Task requirements: Copies of all lines containing the string "symbols" are needed from the data below.

Dataset entries:
╭──

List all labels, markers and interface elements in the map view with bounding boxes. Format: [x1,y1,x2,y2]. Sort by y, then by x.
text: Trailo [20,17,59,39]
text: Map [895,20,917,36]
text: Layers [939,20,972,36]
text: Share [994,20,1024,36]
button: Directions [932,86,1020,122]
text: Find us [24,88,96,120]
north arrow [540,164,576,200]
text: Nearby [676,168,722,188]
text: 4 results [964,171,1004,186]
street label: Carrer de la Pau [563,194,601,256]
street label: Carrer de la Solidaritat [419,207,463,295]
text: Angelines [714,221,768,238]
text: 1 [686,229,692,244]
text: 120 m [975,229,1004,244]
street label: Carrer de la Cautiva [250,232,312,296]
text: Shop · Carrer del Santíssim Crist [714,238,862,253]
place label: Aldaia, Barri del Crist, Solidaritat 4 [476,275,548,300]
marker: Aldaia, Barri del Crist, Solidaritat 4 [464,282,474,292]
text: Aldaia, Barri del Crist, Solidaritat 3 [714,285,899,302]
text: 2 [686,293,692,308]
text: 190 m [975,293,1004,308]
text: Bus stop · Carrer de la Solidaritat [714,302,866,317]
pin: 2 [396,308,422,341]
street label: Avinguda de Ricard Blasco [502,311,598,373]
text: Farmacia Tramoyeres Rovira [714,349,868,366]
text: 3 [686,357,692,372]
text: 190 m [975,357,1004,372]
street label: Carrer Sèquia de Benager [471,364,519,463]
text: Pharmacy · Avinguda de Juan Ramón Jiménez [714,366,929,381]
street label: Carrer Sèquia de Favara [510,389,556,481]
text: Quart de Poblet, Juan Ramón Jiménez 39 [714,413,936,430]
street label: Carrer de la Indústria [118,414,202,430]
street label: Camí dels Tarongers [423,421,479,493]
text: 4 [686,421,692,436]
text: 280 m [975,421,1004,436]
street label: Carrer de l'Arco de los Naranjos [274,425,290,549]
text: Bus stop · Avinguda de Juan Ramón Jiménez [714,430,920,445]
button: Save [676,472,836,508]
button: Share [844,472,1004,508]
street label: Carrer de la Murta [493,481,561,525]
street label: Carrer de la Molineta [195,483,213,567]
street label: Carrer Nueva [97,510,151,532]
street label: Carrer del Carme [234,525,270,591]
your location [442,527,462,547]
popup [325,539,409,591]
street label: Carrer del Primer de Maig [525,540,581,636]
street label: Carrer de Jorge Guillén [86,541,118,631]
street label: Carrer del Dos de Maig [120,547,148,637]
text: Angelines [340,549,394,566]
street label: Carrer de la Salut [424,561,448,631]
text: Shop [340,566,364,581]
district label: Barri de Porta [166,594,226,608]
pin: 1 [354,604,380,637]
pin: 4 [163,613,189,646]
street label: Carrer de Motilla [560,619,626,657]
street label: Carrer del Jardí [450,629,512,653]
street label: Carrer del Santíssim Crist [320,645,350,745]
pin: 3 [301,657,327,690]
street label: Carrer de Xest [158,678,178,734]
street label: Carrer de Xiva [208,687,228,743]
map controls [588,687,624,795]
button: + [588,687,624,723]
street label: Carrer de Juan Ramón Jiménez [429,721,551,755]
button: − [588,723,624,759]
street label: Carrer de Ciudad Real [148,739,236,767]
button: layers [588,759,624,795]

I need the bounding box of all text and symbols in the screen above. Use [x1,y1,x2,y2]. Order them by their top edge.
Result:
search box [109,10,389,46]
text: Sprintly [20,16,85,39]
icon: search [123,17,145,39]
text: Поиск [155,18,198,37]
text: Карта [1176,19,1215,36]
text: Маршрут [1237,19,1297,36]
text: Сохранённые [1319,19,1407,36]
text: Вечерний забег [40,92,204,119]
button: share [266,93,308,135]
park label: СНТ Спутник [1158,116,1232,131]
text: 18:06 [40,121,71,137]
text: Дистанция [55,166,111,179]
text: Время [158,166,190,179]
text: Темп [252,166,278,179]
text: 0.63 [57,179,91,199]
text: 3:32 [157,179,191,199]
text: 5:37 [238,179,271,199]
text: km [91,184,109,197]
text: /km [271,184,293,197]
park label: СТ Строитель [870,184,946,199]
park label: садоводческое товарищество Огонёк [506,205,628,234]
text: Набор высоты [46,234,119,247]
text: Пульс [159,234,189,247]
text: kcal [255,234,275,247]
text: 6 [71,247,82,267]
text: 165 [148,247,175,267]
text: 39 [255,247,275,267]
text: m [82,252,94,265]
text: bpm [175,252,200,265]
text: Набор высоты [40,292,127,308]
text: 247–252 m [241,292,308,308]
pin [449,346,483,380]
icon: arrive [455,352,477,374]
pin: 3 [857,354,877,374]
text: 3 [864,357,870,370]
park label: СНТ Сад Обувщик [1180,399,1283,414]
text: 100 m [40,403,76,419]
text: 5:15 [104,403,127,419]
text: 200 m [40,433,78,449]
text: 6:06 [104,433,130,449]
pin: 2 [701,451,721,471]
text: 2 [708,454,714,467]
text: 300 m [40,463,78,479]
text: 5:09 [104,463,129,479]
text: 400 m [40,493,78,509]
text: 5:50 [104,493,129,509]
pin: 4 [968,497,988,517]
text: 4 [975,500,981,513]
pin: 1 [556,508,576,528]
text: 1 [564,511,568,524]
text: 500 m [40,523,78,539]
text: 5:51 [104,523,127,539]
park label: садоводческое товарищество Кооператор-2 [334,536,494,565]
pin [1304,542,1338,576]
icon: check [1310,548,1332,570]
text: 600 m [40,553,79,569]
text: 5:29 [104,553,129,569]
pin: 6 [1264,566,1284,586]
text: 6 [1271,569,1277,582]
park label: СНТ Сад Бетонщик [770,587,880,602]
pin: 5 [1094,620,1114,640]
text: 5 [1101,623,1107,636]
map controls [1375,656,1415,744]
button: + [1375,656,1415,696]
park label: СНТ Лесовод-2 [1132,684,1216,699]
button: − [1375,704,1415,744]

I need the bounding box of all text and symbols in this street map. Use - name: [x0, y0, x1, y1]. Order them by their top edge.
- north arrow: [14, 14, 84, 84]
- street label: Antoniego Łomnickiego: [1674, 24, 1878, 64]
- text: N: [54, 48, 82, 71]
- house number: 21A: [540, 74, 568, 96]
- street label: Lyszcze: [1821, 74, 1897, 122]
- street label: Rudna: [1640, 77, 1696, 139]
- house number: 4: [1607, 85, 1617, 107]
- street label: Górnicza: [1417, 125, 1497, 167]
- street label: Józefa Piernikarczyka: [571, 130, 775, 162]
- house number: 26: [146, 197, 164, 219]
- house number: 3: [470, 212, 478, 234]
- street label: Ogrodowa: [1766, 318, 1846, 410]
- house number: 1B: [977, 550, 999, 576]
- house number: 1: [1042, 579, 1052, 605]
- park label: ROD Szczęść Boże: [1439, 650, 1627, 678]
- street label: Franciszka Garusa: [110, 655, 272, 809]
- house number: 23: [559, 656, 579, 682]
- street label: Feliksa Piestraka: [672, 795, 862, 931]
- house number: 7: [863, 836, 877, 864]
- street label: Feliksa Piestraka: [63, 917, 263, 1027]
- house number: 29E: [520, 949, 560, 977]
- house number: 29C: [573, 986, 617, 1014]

╰──

Response box:
I need the bounding box of all text and symbols in the screen above. Use [x1,y1,x2,y2]. Order them by their top edge.
I need the bounding box of all text and symbols in this street map. Use - name: [x0, y0, x1, y1]. Order them by their top edge.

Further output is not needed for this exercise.